Oklahoma lawmakers are criticizing the new outline for the high school Advanced Placement United States history courses, saying it doesn’t emphasize key figures in American history and that it focuses on a negative view of the country.
But history teachers say otherwise. Educators say they are experiencing more freedom - not less - with the new framework.
Teenagers rustle through backpacks early Monday morning and pull out reading guides for Christine Bond’s AP U.S. History course at Edmond Memorial High School.
Bond has taught this class for more than 15 years, and she’s been a consultant for College Board, the organization behind the Advanced Placement courses, for most of that time. She trains educators on teaching strategies and how to best prepare students for the yearly exam. But when it comes to what she tells teachers to teach, she follows the same guidelines she’s had in her classroom since 1998.
“The content and how I present it has not changed,” Bond says. “I did not go from last year teaching all of happy history that slavery was a really happy flash mob, to ‘Oh my gosh, America sucks’ this year. That did not occur.”
This new framework, which went into effect last autumn, is the first of its kind since the course’s inception nearly 60 years ago. Teachers like Bond now focus less on rote memorization, and more on critical thinking.
John Irish is on the College Board’s AP U.S. History Test Development Committee, a group comprised of high school teachers and college professors who create the exams and oversee any framework changes. He teaches history for a North Texas high school, and he says the redesign has been a long time coming.
“This began in 2007. We're just now seeing the fruits of that work” Irish says. “It's been an evolutionary process of a lot of people, a lot of input, and a lot of people that are really concerned to put together a good test and a good curriculum.”
Before the redesign, the framework was less than ten pages long. Irish says it was pretty vague. While it did contain some proper nouns and specific ideas, the on-paper aspect of the course didn’t reflect college-level curriculum.
“University professors are very active in this process, and they had some concerns. They said, ‘That's really not the kind of things we're doing in our history classes, we're doing more things like articulating an argument. Do you think the New Deal was a turning point for America? Why? Why not?’” Irish says.
Moore Public Schools Assistant Superintendent Rick Cobb says you just can’t teach all of American history in one year.
“Let’s face it. American history is huge,” he says. “You have to really connect the dots from era to era the best you can.”
Cobb says the criticisms from university professors are valid, and the new framework helps high school teachers better equip college-bound students.
“The standards really can be tailored to what the teachers know the most about, to what's most relevant in a particular community. I don't find anything in the framework that's limiting in that sense.”
Christine Bond, the College Board consultant and Edmond Memorial teacher feels that freedom in her classroom.
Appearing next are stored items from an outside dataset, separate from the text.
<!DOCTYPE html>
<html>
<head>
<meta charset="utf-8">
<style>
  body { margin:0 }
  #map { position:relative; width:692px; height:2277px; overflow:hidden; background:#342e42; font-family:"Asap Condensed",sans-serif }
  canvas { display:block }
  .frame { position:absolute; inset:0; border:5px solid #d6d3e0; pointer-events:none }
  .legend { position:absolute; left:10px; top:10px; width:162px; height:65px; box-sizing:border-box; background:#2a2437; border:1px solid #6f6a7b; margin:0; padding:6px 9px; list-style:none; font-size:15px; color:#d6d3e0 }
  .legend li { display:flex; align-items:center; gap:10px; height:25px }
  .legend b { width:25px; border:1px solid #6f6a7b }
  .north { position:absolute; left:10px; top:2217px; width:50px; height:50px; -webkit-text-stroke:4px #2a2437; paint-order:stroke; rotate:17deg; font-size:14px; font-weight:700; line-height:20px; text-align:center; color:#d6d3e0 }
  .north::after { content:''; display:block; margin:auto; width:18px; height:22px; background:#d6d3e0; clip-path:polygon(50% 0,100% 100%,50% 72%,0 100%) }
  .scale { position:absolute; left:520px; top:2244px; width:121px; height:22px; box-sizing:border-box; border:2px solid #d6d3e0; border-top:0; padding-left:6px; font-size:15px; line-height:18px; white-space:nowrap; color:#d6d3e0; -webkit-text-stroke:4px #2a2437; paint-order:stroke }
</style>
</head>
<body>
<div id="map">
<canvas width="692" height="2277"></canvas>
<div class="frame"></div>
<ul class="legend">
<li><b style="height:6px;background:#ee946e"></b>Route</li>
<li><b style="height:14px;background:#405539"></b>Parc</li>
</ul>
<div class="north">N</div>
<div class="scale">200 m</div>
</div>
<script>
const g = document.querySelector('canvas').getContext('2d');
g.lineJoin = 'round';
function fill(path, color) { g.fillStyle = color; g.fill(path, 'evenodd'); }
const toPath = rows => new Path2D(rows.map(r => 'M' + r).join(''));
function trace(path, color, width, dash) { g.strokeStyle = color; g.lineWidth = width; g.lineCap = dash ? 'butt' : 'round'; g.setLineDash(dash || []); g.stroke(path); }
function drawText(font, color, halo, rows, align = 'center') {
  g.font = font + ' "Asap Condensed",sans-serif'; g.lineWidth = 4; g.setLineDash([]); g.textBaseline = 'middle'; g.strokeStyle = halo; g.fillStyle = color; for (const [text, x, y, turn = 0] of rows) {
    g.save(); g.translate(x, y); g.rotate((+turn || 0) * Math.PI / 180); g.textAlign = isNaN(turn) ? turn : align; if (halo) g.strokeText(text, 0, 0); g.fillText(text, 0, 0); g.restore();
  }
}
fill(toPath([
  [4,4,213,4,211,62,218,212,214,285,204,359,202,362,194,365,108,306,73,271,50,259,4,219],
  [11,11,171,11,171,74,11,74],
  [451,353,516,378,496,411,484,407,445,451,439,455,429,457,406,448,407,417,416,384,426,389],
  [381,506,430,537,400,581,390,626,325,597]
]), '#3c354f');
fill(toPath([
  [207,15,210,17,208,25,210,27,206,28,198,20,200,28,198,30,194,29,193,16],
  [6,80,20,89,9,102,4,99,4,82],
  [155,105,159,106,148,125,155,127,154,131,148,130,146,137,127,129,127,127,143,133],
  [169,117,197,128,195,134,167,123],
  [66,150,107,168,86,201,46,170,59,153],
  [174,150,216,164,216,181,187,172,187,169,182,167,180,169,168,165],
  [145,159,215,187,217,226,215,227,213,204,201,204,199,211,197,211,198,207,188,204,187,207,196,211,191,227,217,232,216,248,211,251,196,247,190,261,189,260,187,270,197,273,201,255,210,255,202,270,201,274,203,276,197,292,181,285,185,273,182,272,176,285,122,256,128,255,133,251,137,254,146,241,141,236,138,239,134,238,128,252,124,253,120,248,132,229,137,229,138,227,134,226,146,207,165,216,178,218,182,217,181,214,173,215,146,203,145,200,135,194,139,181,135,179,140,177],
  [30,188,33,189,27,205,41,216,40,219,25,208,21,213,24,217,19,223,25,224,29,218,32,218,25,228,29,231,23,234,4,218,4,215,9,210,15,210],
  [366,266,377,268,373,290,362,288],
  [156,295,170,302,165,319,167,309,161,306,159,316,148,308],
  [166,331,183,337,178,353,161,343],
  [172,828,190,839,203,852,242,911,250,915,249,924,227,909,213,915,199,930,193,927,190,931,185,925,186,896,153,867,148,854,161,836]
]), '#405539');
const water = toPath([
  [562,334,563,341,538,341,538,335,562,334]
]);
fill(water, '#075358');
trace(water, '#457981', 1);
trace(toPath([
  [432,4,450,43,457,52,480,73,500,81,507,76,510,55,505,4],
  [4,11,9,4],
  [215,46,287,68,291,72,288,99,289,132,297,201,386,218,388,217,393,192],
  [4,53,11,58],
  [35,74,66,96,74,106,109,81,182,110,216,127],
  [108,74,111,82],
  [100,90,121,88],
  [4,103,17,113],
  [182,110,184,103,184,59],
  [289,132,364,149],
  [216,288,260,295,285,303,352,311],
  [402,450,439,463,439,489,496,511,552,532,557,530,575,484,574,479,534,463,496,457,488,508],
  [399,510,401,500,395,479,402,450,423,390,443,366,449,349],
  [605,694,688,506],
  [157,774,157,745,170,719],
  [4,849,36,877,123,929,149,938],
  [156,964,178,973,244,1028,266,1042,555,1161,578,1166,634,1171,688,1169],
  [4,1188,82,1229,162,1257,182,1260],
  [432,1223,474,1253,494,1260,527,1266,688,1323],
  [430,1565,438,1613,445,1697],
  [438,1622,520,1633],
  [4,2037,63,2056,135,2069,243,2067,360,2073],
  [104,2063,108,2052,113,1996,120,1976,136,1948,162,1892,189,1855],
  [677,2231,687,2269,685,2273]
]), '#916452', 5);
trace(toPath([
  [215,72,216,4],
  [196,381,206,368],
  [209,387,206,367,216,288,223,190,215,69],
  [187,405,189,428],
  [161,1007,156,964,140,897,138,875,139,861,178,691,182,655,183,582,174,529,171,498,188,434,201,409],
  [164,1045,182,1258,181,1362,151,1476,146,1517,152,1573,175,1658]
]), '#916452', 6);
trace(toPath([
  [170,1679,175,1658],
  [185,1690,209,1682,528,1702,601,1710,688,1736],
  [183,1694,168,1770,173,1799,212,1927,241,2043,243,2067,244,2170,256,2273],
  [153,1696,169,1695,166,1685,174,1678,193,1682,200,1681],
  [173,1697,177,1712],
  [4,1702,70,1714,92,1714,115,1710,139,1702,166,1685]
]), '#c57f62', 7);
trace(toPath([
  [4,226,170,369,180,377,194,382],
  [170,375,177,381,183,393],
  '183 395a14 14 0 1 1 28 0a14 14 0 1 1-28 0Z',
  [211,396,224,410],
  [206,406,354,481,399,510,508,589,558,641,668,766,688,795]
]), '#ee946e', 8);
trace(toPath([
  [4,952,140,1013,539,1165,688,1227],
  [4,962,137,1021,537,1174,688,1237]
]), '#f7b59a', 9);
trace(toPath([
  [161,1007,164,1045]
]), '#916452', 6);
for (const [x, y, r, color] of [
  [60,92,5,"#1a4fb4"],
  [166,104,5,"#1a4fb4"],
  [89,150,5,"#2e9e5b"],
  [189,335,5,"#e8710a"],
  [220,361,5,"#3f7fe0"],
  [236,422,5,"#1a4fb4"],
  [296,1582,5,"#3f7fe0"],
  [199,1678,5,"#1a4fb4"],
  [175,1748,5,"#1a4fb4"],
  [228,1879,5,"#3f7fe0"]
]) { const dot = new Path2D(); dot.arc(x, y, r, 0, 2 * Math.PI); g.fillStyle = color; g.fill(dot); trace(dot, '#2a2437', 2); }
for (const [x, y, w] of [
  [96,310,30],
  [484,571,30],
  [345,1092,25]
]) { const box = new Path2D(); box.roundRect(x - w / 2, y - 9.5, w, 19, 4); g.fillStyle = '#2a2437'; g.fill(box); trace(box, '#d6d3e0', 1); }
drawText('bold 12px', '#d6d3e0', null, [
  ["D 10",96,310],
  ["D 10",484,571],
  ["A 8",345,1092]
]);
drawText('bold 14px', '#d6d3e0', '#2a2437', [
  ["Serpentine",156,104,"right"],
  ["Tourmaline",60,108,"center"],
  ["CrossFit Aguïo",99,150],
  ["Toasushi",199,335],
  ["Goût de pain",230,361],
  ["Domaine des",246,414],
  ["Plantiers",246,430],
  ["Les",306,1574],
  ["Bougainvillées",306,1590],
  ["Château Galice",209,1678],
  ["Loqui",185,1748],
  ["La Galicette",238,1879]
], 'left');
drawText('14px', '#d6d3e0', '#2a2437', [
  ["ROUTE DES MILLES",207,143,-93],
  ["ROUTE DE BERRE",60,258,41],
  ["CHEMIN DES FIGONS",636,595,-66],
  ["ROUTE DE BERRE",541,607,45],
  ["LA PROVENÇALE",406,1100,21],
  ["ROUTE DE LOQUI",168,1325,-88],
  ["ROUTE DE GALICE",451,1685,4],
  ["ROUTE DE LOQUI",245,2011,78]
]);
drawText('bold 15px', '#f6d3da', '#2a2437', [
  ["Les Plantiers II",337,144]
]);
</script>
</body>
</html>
“If you look at our framework from last year, it would say ‘President Polk, the Mexican American War and the Oregon Treaty and Manifest Destiny,’” Bond says. “It was just a laundry list. And that has been converted to a concept of Manifest Destiny, and then we as teachers can choose an example to teach.”
“That's where the beauty of the framework comes,” says John Irish from the College Board’s Test Development Committee.
“It does allow local teachers and states the ability to bring in their state standards and state requirements.”
Both Irish and Bond insist students are learning the same knowledge as previous AP US History students. It’s the method that’s different. But what is hardest for Bond isn’t what’s happening inside the classroom; it’s the noise coming from outside.
“I wish that whatever legislator would come and visit my classroom or speak to the great AP US History teachers in this state, and I think that's what offends me the most is that we weren't invited to the conversation,” she says.
Until lawmakers reach an agreement, Bond says she’ll continue to teach the content she has taught these past 17 years.
In her classroom, American history is American history. And that’s what she wants to instill in her students.